The model that adds effective and feasible constraints to the NTD model is called the NTD-like model. For example, Liu et al. [21] stated a graph regularized Lp smooth NTD method by adding the graph regularization and Lp smooth constraint into NTD to retain smooth and more accurate solutions of the objective function. Qiu et al. [22] proposed a graph Laplacian-regularized NTD (GNTD) method. GNTD extracts the low-dimensional parts-based representation and preserves the geometrical information simultaneously from the high-dimensional tensor data. Subsequently, Qiu et al. [23] developed an alternating proximate gradient descent method to solve the proposed GNTD framework. Chen et al. [24] designed an adaptive graph regularized NTD model, which adaptively learns the optimal graph to capture local manifold information. Li et al. [25] asserted a manifold regularization NTD (MR-NTD) by employing a manifold regularization term for the core tensor constructed in the NTD to preserve geometric information in tensor data. Huang et al. [26] gave a dynamic hypergraph regularized NTD method by incorporating the hypergraph structure and NTD in a unified framework. Jing et al. [27] recommended a label constrained NTD using partial labels to construct a label matrix. Then, they embedded the label term and graph regularization term into NTD for guiding the algorithm to obtain more correct categories in clustering tasks. To make use of the available label information of sample data, Qiu et al. [28] built up a semi-supervised NTD (SNTD) model by propagating the limited label information and learning the nonnegative tensor representation. This part can only cover a small subset of the many important and interesting ideas that have emerged. There are other related studies; see [29,30,31] for details.
However, the aforementioned NTD-like model does not take into account the orthogonality constraint. In fact, the orthogonality structure of factor matrices makes sense in practical use. In [32], the equivalence of the orthogonal nonnegative matrix factorization (ONMF) problem and K-means clustering has been well discussed. To maintain this characteristic, Pan et al. [33] developed an orthogonal NTD model by considering the orthogonality on each factor matrix. It can get the clustering information from the factor matrices and their joint connection weight from the core tensor. The orthogonal NTD model not only helps to keep the inherent tensor structure but also performs well in data compression. Lately, drawing on the idea of approximate orthogonality from [34], Qiu et al. [35] affirmed a flexible multi-way clustering model called approximately orthogonal NTD for soft clustering. This model provides extra flexibility to handle crossed memberships while making the orthogonality of the factor matrix adjustable. However, these methods that consider orthogonality still have their shortcomings. In clustering problems, it is common to consider the factor matrix of the last direction as an approximation of the original data. Using graph regularization constraints to the factor matrix of the last direction can capture more internal manifold information of the data tensor. They fail to pay attention to the geometrical structure of the data space and the potential connections between samples.
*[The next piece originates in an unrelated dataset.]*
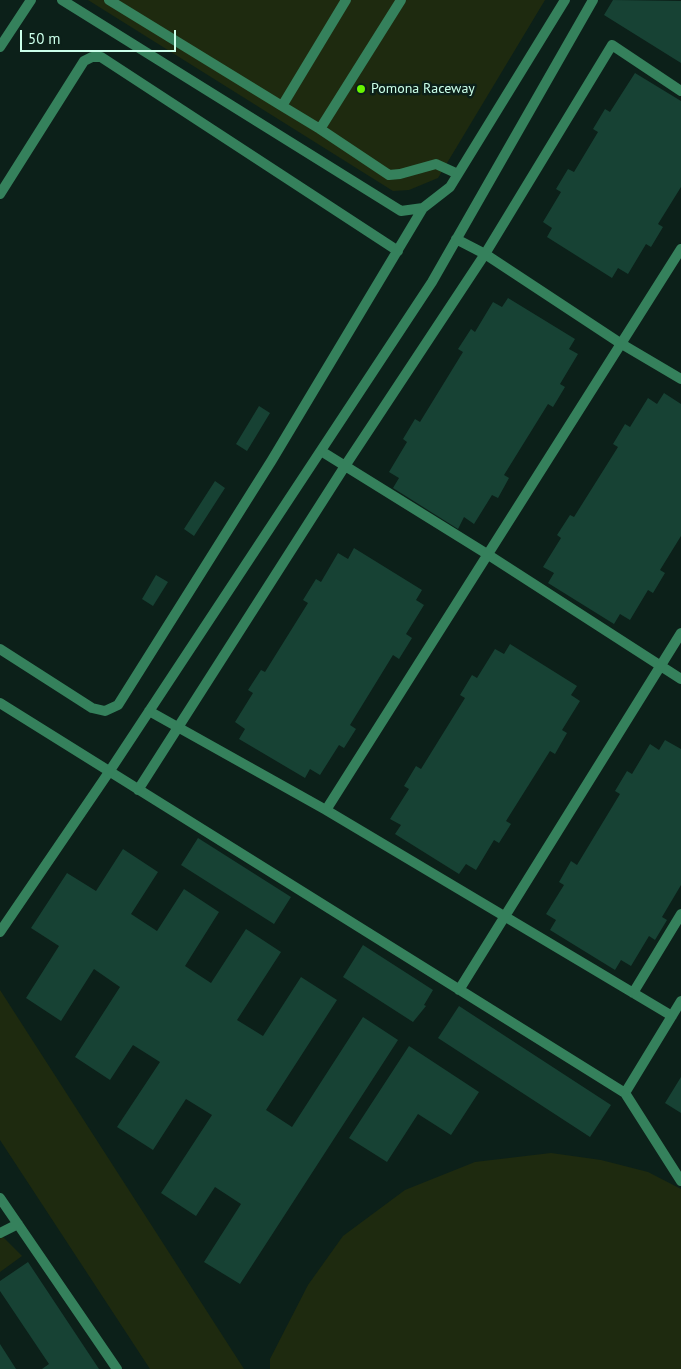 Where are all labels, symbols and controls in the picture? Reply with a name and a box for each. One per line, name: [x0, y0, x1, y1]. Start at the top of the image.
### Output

The geometrical structure and resilient orthogonality of the data space are indispensable. To balance the two purposes, in this paper, we propose two approximately orthogonal NTD with graph regularized (AOGNTD) models by jointly blending the graph regularization and approximately orthogonal constraints into the NTD framework. The new model we propose is essentially an NTD-like model. The main contributions of this paper are fourfold:
● Coupling the graph regularized term, the approximately orthogonal term, and the objective function of NTD, we construct a novel tensor-based frame. Based on whether we add the approximately orthogonal constraint to the N-th factor matrix, two models naturally generated.
● By regulating the quality of approximation and picking the appropriate graph for the learning task, the models allow us to detect more complex, latent, and structural correlations among sample data.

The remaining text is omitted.